StyloSonic’s mission is to improve oral healthcare. We are commercializing a novel non-invasive periodontal imaging device that helps dentists and periodontists in the diagnosis of gum disease in a faster, more repeatable, and more accurate way. We sent more than 500 emails, 600 LinkedIn messages, and 50 phone calls to dentists, periodontists, hygienists, dental office managers, dental insurances, and dental industry business owners to request interviews. We conducted 100 interviews during this project. Here are the main outcomes of our interviews:
- The primary market includes dentists and periodontal specialists. This is our beach-head market as the customers in this sector have the most critical need for what our technology provides with no other options to achieve their objectives. Both dentists and specialists are dissatisfied with the existing method (manual probing and visual inspection). It is invasive, slow, and inaccurate. The archetype customer profile will be dentists and specialists in private practices and academic institutes. The decision-maker is the private practice owner, and the end users are likely hygienists and dental technicians.

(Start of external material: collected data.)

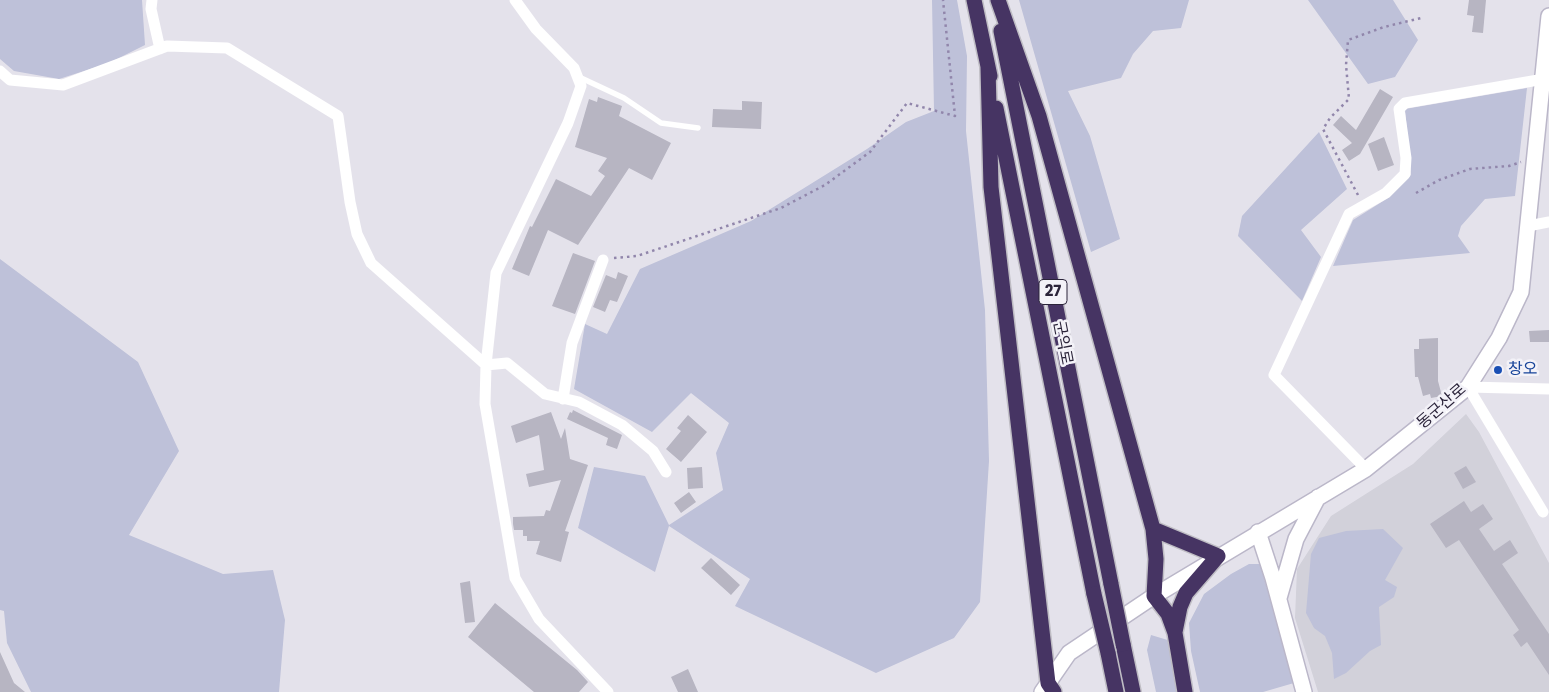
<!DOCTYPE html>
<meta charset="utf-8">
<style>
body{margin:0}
canvas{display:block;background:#e4e2eb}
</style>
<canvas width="1549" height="692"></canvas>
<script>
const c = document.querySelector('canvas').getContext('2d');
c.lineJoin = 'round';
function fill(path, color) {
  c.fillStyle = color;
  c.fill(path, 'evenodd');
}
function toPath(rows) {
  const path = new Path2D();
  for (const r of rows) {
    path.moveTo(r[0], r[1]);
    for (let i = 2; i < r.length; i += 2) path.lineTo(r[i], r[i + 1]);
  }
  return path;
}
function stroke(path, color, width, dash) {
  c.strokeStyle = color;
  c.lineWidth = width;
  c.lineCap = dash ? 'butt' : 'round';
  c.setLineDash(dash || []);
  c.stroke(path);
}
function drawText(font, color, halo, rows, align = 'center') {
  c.font = font + ' Poppins,"Noto Sans KR",sans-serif';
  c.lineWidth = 5;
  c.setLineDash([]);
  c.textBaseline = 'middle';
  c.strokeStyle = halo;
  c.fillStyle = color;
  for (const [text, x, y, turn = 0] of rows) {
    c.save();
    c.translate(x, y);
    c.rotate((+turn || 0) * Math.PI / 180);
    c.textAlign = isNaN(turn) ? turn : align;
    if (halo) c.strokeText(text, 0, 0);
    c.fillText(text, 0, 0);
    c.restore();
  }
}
const built = toPath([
 [1466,414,1479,432,1549,563,1549,692,1318,692,1295,618,1297,569,1331,516,1413,464]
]);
const green = toPath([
 [0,0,142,0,145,45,109,63,59,79,14,71,0,59],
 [932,0,957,0,967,56,966,131,985,310,989,461,980,602,954,638,876,673,735,606,750,579,669,526,655,572,578,528,594,467,645,476,669,525,723,490,716,453,729,423,691,393,652,432,574,389,585,324,607,334,640,269,751,221,867,149,906,122,934,111],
 [1019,0,1189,0,1181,28,1153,31,1133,54,1121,78,1068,91,1090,136,1120,239,1091,252],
 [1308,0,1393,0,1418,40,1395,77,1368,84],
 [1527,88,1515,196,1485,199,1461,226,1458,236,1470,253,1333,266,1353,220,1388,198,1411,175,1405,109],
 [1319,132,1347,189,1301,230,1321,257,1302,301,1238,236,1242,216],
 [0,259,138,362,179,451,129,535,223,574,273,570,285,620,279,692,31,692,7,643,4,611,0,610],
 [1383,529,1403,548,1385,580,1397,587,1394,597,1379,607,1381,645,1370,651,1346,673,1334,679,1332,653,1325,636,1314,628,1306,613,1311,554,1319,538,1346,531],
 [1249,564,1260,564,1294,683,1263,692,1200,692,1191,651,1189,623,1204,594,1231,574],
 [1151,635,1171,641,1183,692,1156,692,1147,650]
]);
const building = toPath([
 [1469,0,1486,0,1483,33,1472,32,1474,16,1467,15],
 [1380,89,1393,97,1360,154,1349,161,1342,150,1352,143,1333,125,1341,116,1356,130],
 [598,97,622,106,619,116,671,143,652,180,629,168,578,245,548,230,529,276,512,269,530,226,532,227,556,179,591,196,605,176,598,171,607,158,575,147,589,99,597,102],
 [742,101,762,102,761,129,712,127,713,109,742,110],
 [1384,137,1394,165,1378,171,1368,144],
 [573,253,595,261,575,314,552,306],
 [618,272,628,276,617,302,610,300,605,312,593,307,606,275,616,279],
 [1549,330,1549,342,1530,342,1529,331],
 [1438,338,1438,381,1442,396,1431,398,1430,394,1423,396,1418,377,1415,377,1414,349,1419,349,1419,339],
 [573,410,622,435,617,449,606,445,608,438,567,419,570,412,572,413],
 [551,412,561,439,565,428,570,459,588,465,565,531,569,532,561,562,536,554,540,541,527,541,527,536,523,536,523,530,514,530,513,524,513,517,544,516,546,510,550,511,561,480,529,487,526,474,544,470,539,435,516,443,511,426],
 [688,415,707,432,681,462,666,449,681,431,677,428],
 [1466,466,1476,482,1463,489,1454,473],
 [702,467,703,488,688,489,687,468],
 [689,492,696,502,681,513,674,503],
 [1464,501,1471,512,1483,504,1493,519,1479,529,1494,551,1510,540,1518,553,1502,564,1549,634,1549,675,1527,642,1521,647,1513,635,1519,630,1459,540,1446,548,1430,524],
 [711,558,740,585,731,595,701,568],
 [470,581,475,622,465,623,460,583],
 [495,603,577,670,588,682,579,692,534,692,468,637],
 [0,652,14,683,25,692,0,692],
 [688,669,698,692,678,692,671,677]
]);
const path = toPath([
 [1416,193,1439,180,1470,169,1509,166,1521,162],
 [1358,195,1323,129,1330,118,1349,99,1346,65,1348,40,1384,27,1421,18],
 [614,258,637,256,781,208,825,185,870,152,907,103,955,116,943,0]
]);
const lane = toPath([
 [579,77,624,98,661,123,698,128]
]);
const street = toPath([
 [152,0,151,9,160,49],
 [515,0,536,29,574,68,581,86,568,123,496,273,486,365,485,404,515,578,539,619,608,692],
 [0,71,10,80,63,85,167,46,227,48,338,116,350,202,357,234,371,263,486,365,507,363,545,394,579,402,622,425,653,451,666,472],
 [1528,226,1549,222],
 [1468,387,1543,512],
 [1468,387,1549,389],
 [563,399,572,343,603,260],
 [1366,469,1274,375,1349,214,1386,193,1405,174,1406,158,1399,109,1405,103,1544,79]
]);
const secondary = toPath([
 [1258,532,1273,578,1304,692],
 [1279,598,1296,539,1318,497],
 [1042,692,1069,653,1154,596,1366,469,1468,387,1499,338,1521,292,1549,16]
]);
const highway = toPath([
 [974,0,990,76],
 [998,0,1039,116,1153,529,1156,559,1154,596,1168,614,1175,633,1185,692],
 [1001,31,1111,584],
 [988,67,991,187,1048,683,1054,692],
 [996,108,1094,594],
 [1153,529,1218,556,1186,593,1180,607,1175,632],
 [1123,644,1133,692],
 [1108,653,1116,692]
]);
const highwayBridge = toPath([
 [1111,584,1123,644],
 [1094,594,1108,653]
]);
const markers = [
 [1498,370,5,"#1a4fb4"]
];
const shields = [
 [1053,292,28]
];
const shieldNames = [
 ["27",1053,292]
];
const streetNames = [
 ["군익로",1062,343,79],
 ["동군산로",1442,407,-41]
];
const transitNames = [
 ["창오",1508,370]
];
fill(built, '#d2d1da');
fill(green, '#bec1d9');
fill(building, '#b7b5c2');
stroke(secondary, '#bbb7c9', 18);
stroke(highway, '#bfbdc4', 18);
stroke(path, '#9186ab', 2.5, [2.5, 4]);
stroke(lane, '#fff', 5.5);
stroke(street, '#fff', 11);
stroke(secondary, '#fff', 15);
stroke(highway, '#463463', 15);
stroke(highwayBridge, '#bfbdc4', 18, []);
stroke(highwayBridge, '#463463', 15);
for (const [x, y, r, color] of markers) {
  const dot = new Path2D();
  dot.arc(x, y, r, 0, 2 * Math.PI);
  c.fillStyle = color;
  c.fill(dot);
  stroke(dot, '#f3f2f8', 2);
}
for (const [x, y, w] of shields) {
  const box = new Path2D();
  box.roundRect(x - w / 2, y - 12.5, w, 25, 4);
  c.fillStyle = '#f3f2f8';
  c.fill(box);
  stroke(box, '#2b243a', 1);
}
drawText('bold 15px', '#2b243a', null, shieldNames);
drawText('16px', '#2b243a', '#f3f2f8', streetNames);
drawText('16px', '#164399', '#f3f2f8', transitNames, 'left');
</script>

- One very important lesson from the interviews was that the number one lawsuit in the dental industry is mis-diagnosis of periodontal disease. After researching and interviewing more hygienists, they mentioned that they only have 30 to 45 minutes for each patient for annual checkups including X-ray, periodontal evaluation, and normal cleaning. They usually do not have sufficient time to perform a full evaluation, which leads to a lack of complete periodontal evaluation data.
-Periodontal assessments are commonly performed by dentists and specialists using a periodontal probe. This time-consuming process has remained largely unchanged for over 100 years. It suffers from poor reproducibility due to variation in probing force. Other sources of error include variation in the insertion point, probe angulation, the patient’s overall gingival health (e.g., weakly inflamed tissue) and the presence of calculus. Thus, the exam is subject to large errors with inter-operator variation as high as 40%. These errors can hamper clinical decision-making and epidemiological studies ultimately resulting in poor patient outcomes. After conducting more than 100 interviews with key opinion leaders in the dental industry, 97% agreed that the current standard of care (manual probing) is time-consuming (20 to 30 minutes), inaccurate (+/- 1 mm), unrepeatable (variation as high as 40%), and provides a subjective measurement. Moreover, 95% indicated that they are willing to pay up to $30,000 for an imaging device that can perform this periodontal examination quickly with higher accuracy and repeatability.
-It is important to describe an example of digital transition in dental industry. Dentists used to utilize manual impression for implants and orthodontics; this approach only cost $5. After the emergence of the intraoral scanner, there was a significant shift by dentists to use this new technology rather than the original manual impression technique. Even though these scanners are in the range of $30,000-$50,000, dentists realized that with the adoption of this new technology, they could reduce their chair time, which would in turn lead to higher overall revenue for the dental office due to more patients and more transactions. While the manual impression is as accurate as the intraoral scanner, dentists still adapted this new and revolutionary intraoral scanner.